PROVIDED RECORDS Block Start
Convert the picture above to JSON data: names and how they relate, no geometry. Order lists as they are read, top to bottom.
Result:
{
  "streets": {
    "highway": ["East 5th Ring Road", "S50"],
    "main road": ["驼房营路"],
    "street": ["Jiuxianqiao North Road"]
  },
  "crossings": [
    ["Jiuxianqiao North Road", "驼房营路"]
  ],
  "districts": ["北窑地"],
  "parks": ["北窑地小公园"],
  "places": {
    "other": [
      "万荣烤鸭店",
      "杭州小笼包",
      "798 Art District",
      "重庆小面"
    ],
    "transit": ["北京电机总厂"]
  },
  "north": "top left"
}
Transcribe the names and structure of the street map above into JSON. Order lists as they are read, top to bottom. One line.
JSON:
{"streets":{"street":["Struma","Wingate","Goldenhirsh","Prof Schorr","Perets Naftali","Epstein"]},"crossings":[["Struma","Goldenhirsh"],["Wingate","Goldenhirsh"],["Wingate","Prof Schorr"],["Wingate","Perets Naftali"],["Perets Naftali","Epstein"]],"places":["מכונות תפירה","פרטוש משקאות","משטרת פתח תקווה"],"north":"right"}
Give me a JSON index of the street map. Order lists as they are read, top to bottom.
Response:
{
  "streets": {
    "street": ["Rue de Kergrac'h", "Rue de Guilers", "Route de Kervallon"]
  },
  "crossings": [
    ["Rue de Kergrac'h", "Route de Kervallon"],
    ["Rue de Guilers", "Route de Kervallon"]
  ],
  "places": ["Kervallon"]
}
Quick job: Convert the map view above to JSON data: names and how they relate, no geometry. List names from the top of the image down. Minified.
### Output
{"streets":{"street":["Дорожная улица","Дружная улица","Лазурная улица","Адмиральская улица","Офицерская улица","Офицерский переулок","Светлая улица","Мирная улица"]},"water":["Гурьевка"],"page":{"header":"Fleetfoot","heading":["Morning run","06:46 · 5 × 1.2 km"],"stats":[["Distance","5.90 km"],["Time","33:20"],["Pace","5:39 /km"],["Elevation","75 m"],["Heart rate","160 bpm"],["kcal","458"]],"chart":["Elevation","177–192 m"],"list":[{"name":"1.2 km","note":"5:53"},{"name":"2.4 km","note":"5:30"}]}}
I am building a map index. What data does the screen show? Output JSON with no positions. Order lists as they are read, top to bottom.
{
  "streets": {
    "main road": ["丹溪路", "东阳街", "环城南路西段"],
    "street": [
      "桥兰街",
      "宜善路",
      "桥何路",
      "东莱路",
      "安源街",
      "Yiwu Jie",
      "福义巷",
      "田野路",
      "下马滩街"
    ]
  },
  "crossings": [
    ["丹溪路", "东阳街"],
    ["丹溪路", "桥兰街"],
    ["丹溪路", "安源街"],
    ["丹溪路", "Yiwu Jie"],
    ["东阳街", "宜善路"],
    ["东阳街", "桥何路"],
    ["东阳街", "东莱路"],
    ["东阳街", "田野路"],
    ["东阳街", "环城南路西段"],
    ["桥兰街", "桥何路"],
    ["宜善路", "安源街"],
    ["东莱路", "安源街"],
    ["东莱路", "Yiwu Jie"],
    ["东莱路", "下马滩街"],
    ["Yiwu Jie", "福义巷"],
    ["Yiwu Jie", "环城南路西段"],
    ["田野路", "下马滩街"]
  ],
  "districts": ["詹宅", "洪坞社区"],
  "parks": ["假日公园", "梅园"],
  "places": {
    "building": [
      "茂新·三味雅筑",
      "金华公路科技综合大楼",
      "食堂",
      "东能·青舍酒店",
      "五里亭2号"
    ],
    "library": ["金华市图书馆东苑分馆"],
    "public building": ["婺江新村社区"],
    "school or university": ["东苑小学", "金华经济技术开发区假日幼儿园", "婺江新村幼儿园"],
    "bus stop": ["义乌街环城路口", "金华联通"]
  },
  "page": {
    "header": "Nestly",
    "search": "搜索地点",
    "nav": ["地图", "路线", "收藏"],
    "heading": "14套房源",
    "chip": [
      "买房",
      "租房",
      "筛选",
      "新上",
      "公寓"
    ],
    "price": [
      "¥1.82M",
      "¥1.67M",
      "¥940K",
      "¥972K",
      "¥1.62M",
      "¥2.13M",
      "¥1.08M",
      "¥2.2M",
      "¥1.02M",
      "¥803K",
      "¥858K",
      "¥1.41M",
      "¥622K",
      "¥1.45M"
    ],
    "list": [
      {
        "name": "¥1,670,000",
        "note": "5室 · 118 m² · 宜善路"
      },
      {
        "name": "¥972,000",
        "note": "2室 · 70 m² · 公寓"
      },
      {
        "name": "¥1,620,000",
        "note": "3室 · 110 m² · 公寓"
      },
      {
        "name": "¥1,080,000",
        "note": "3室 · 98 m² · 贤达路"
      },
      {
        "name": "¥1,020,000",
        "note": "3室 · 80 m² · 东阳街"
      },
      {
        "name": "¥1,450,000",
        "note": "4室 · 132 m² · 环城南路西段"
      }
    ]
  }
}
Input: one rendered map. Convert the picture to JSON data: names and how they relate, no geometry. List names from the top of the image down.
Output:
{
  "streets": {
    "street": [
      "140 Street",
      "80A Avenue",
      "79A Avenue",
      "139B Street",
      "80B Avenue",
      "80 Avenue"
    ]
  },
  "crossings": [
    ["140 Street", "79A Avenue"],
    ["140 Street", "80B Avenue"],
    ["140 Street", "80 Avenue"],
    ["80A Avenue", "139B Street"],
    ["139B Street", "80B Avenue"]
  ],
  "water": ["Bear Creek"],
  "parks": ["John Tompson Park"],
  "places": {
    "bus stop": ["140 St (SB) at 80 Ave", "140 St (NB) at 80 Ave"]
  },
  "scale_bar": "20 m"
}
PROVIDED RECORDS Block End
## YOUR ASSIGNMENT
Return the data in full, exactly as it appears above.

## COMPLETED EXERCISE
Convert the picture above to JSON data: names and how they relate, no geometry. Order lists as they are read, top to bottom.
Result:
{
  "streets": {
    "highway": ["East 5th Ring Road", "S50"],
    "main road": ["驼房营路"],
    "street": ["Jiuxianqiao North Road"]
  },
  "crossings": [
    ["Jiuxianqiao North Road", "驼房营路"]
  ],
  "districts": ["北窑地"],
  "parks": ["北窑地小公园"],
  "places": {
    "other": [
      "万荣烤鸭店",
      "杭州小笼包",
      "798 Art District",
      "重庆小面"
    ],
    "transit": ["北京电机总厂"]
  },
  "north": "top left"
}
Transcribe the names and structure of the street map above into JSON. Order lists as they are read, top to bottom. One line.
JSON:
{"streets":{"street":["Struma","Wingate","Goldenhirsh","Prof Schorr","Perets Naftali","Epstein"]},"crossings":[["Struma","Goldenhirsh"],["Wingate","Goldenhirsh"],["Wingate","Prof Schorr"],["Wingate","Perets Naftali"],["Perets Naftali","Epstein"]],"places":["מכונות תפירה","פרטוש משקאות","משטרת פתח תקווה"],"north":"right"}
Give me a JSON index of the street map. Order lists as they are read, top to bottom.
Response:
{
  "streets": {
    "street": ["Rue de Kergrac'h", "Rue de Guilers", "Route de Kervallon"]
  },
  "crossings": [
    ["Rue de Kergrac'h", "Route de Kervallon"],
    ["Rue de Guilers", "Route de Kervallon"]
  ],
  "places": ["Kervallon"]
}
Quick job: Convert the map view above to JSON data: names and how they relate, no geometry. List names from the top of the image down. Minified.
### Output
{"streets":{"street":["Дорожная улица","Дружная улица","Лазурная улица","Адмиральская улица","Офицерская улица","Офицерский переулок","Светлая улица","Мирная улица"]},"water":["Гурьевка"],"page":{"header":"Fleetfoot","heading":["Morning run","06:46 · 5 × 1.2 km"],"stats":[["Distance","5.90 km"],["Time","33:20"],["Pace","5:39 /km"],["Elevation","75 m"],["Heart rate","160 bpm"],["kcal","458"]],"chart":["Elevation","177–192 m"],"list":[{"name":"1.2 km","note":"5:53"},{"name":"2.4 km","note":"5:30"}]}}
I am building a map index. What data does the screen show? Output JSON with no positions. Order lists as they are read, top to bottom.
{
  "streets": {
    "main road": ["丹溪路", "东阳街", "环城南路西段"],
    "street": [
      "桥兰街",
      "宜善路",
      "桥何路",
      "东莱路",
      "安源街",
      "Yiwu Jie",
      "福义巷",
      "田野路",
      "下马滩街"
    ]
  },
  "crossings": [
    ["丹溪路", "东阳街"],
    ["丹溪路", "桥兰街"],
    ["丹溪路", "安源街"],
    ["丹溪路", "Yiwu Jie"],
    ["东阳街", "宜善路"],
    ["东阳街", "桥何路"],
    ["东阳街", "东莱路"],
    ["东阳街", "田野路"],
    ["东阳街", "环城南路西段"],
    ["桥兰街", "桥何路"],
    ["宜善路", "安源街"],
    ["东莱路", "安源街"],
    ["东莱路", "Yiwu Jie"],
    ["东莱路", "下马滩街"],
    ["Yiwu Jie", "福义巷"],
    ["Yiwu Jie", "环城南路西段"],
    ["田野路", "下马滩街"]
  ],
  "districts": ["詹宅", "洪坞社区"],
  "parks": ["假日公园", "梅园"],
  "places": {
    "building": [
      "茂新·三味雅筑",
      "金华公路科技综合大楼",
      "食堂",
      "东能·青舍酒店",
      "五里亭2号"
    ],
    "library": ["金华市图书馆东苑分馆"],
    "public building": ["婺江新村社区"],
    "school or university": ["东苑小学", "金华经济技术开发区假日幼儿园", "婺江新村幼儿园"],
    "bus stop": ["义乌街环城路口", "金华联通"]
  },
  "page": {
    "header": "Nestly",
    "search": "搜索地点",
    "nav": ["地图", "路线", "收藏"],
    "heading": "14套房源",
    "chip": [
      "买房",
      "租房",
      "筛选",
      "新上",
      "公寓"
    ],
    "price": [
      "¥1.82M",
      "¥1.67M",
      "¥940K",
      "¥972K",
      "¥1.62M",
      "¥2.13M",
      "¥1.08M",
      "¥2.2M",
      "¥1.02M",
      "¥803K",
      "¥858K",
      "¥1.41M",
      "¥622K",
      "¥1.45M"
    ],
    "list": [
      {
        "name": "¥1,670,000",
        "note": "5室 · 118 m² · 宜善路"
      },
      {
        "name": "¥972,000",
        "note": "2室 · 70 m² · 公寓"
      },
      {
        "name": "¥1,620,000",
        "note": "3室 · 110 m² · 公寓"
      },
      {
        "name": "¥1,080,000",
        "note": "3室 · 98 m² · 贤达路"
      },
      {
        "name": "¥1,020,000",
        "note": "3室 · 80 m² · 东阳街"
      },
      {
        "name": "¥1,450,000",
        "note": "4室 · 132 m² · 环城南路西段"
      }
    ]
  }
}
Input: one rendered map. Convert the picture to JSON data: names and how they relate, no geometry. List names from the top of the image down.
Output:
{
  "streets": {
    "street": [
      "140 Street",
      "80A Avenue",
      "79A Avenue",
      "139B Street",
      "80B Avenue",
      "80 Avenue"
    ]
  },
  "crossings": [
    ["140 Street", "79A Avenue"],
    ["140 Street", "80B Avenue"],
    ["140 Street", "80 Avenue"],
    ["80A Avenue", "139B Street"],
    ["139B Street", "80B Avenue"]
  ],
  "water": ["Bear Creek"],
  "parks": ["John Tompson Park"],
  "places": {
    "bus stop": ["140 St (SB) at 80 Ave", "140 St (NB) at 80 Ave"]
  },
  "scale_bar": "20 m"
}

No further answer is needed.